There is already an example of better code serving your purpose, so here are some of the things that should be worked on in your code.
Document your code
Your code currently has no documentation, meaning the caller does not know what to expect when calling your code.
Your rot13
function:
- removes all characters other than ASCII letters and spaces
- converts letters to lower-case
- encodes what's left
This differs from what I would expect, but this is fine: as the author you get to chose the behavior of your function. As the caller, I get to choose to use that function or not. But in order to to that you need to communicate what I should expect from your code.
Python conventions recommend docstrings for this kind of documentation. In your case, it could read something like this:
def rot13(somestrings):
"""
Encode the input string using the ROT13 algorithm.

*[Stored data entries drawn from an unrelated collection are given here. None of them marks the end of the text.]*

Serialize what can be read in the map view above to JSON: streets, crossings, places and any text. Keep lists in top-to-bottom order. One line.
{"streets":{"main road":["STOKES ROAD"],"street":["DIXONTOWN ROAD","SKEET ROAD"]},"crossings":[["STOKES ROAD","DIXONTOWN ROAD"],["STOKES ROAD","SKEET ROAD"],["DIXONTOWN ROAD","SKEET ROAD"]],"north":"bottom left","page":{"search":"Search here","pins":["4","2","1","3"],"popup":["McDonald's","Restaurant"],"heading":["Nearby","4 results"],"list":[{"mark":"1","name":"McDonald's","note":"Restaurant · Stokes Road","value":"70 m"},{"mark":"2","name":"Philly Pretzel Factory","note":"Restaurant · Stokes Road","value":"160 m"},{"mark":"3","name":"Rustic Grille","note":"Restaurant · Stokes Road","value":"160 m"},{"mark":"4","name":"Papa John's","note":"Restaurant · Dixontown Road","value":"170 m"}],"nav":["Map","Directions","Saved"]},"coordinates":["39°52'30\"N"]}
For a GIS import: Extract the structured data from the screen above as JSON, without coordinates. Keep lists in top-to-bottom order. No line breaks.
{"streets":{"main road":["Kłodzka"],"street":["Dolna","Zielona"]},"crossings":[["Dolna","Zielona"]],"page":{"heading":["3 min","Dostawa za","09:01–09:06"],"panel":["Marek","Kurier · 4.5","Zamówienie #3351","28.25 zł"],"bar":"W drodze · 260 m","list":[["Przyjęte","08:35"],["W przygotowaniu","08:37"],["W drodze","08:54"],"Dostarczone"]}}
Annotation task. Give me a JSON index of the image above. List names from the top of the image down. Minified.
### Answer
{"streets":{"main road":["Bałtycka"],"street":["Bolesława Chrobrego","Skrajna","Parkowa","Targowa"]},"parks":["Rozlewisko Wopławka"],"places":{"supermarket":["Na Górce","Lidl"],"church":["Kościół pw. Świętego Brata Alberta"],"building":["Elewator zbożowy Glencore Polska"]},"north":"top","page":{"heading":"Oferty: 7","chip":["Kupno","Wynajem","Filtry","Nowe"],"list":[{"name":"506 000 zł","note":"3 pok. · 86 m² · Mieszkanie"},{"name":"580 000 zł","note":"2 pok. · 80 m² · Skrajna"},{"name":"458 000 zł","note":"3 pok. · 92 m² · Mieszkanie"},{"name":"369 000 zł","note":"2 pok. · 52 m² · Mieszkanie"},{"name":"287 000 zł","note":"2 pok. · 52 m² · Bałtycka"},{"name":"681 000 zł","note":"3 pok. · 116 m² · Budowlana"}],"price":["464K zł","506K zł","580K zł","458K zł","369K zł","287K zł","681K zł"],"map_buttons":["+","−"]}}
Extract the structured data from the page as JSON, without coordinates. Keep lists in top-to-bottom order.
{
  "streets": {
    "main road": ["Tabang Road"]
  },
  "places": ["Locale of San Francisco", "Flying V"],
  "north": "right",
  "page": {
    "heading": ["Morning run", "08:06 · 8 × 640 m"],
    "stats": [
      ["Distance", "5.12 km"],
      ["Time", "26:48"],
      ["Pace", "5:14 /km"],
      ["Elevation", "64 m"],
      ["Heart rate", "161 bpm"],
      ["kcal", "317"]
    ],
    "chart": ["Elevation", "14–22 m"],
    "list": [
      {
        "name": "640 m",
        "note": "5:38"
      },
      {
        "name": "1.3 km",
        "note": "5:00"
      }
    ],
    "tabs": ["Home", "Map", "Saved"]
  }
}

The input string is stripped of all characters except ASCII letters and
space characters, and ASCII letters are converted to lower case. All other
characters are discarded
Parameters
----------
somestrings : input string
Returns
-------
rot13 encoded string
>>> rot13('abc')
'nop'
>>> rot13('abc nop')
'nop abc'
>>> rot13("FOO123 bar*ù")
'sbb one'
"""
# do stuff
Better naming
In most cases, your variable names are not very descriptive, and sometimes straight-up misleading. For example, the input parameter for rot13
is called somestrings
, which I would expect to be a collection of strings. However, rot13(['foo', 'bar'])
raises an error.
Logic issues
It looks to me like both your rot13
and encrypt
do the same thing:
- split the input string
- encode all of the string pieces
- join the pieces together
There is no need to do this twice.
Magic numbers
You use unnamed constants, aka magic numbers, in your code. This can make it hard to read and follow along. In your case, that number is half the length of the English alphabet, and the issue is made worse as it is split into 1 + 12
in your encrypt
function.
Iterate on content, not on indices
In Python, it is better practice on iterate on the content of an iterable rather than on indices. It usually makes the code cleaner and faster:
for letter in message:
# do stuff with letter
# don't do this unless you can't help it:
for i in range(len(message)):
# do stuff with message[i]
Use built-in function
The whole inner for
loop in encrypt
can be replaced by:
string.ascii_lowercase.index(letter)
Which is shorter, more readable, less error-prone, and most likely faster (or definitely faster in your case, as your inner loop doesn't exit early when a match is found).